His professional career took off when he got out of the military after serving for two years.
Mr. Holt spent much of the 1990s playing with various musicians, including Young, during weekslong stretches gigging in Asia, in places like Singapore and Jakarta.
Starting around 2000, Mr. Holt began a two-decade run playing weekly shows at the East Bank Club, an arrangement that ended with the pandemic lockdown in 2020.
Mr. Holt, who moved to Chicago from Mississippi when he was 8 years old, also played at dozens of Chicago Public School gymnasiums and auditoriums through the Urban Gateways program, which sought to get children engaged in the arts.
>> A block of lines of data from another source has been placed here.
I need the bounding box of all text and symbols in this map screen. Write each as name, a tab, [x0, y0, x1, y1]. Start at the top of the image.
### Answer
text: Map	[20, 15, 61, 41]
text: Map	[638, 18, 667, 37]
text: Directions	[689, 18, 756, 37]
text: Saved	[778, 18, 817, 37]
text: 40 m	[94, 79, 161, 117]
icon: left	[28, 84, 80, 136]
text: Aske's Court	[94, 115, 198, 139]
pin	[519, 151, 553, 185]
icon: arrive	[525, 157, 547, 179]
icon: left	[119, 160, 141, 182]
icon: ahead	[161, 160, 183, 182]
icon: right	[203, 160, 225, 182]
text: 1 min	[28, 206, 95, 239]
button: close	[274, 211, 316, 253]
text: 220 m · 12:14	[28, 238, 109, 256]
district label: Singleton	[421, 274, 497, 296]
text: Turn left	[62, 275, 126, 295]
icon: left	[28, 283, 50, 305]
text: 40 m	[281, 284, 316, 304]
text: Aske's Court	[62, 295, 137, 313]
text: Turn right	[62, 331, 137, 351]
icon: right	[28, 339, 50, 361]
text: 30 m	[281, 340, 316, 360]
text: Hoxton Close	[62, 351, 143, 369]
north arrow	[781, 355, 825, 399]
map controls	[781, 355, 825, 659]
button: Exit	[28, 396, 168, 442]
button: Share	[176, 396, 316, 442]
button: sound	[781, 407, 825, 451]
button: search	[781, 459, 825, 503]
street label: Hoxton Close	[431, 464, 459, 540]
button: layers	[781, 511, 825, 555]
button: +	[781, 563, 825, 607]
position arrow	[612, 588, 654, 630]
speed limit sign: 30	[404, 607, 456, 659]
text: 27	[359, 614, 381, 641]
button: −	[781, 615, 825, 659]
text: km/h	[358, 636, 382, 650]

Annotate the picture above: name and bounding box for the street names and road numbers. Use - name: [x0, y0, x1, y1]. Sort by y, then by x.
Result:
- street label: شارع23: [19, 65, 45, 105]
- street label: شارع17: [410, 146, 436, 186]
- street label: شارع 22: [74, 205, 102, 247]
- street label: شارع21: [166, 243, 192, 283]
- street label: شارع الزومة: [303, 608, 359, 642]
“We played swing and bebop and kids would just be going crazy,” said Haebich, who gigged with Mr. Holt for years through the program and at the East Bank Club.
During the pandemic, Mr. Holt played in the backyard of the Arlington Heights home of Tim O’Neill, who invited hundreds of his neighbors and turned the space into a “mini Ravinia.”
According to O’Neil, a higher power — and the white pages — brought them together.
As a kid, O’Neil became obsessed with listening to his parents’ vinyl album of “The In Crowd”.
As an adult, on a whim, he looked up Mr. Holt in the phone book and left him a message asking him to sign the album.
Mr. Holt called him back and agreed. It was the beginning of a close friendship.
“It took him a little while to open up to me because I think he was a little suspicious of the little white dude with red hair coming from Arlington Heights,” said O’Neil, a heating and air conditioning expert who helped Mr. Holt fix up his home in exchange for signing a pair of drum sticks.
O’Neil, 63, recorded one of the concerts in his yard and turned it into an album benefitting the musicians that Mr. Holt named “Where’s the Cats, Man?”
The title is based off a question he once asked Mr. Holt: When you die and are in front of God, what are you going to say?
“He responded: ‘Where’s the cats, Man?’ ... as in, ‘Where are all my buddies?’” O’Neil said.
In addition to his wife, Marylean, and his son, Reggie, Mr. Holt is survived by his sons Monti and Ivan, as well as eight grandchildren and 10 great-grandchildren.
A public memorial to honor Mr. Holt is being planned.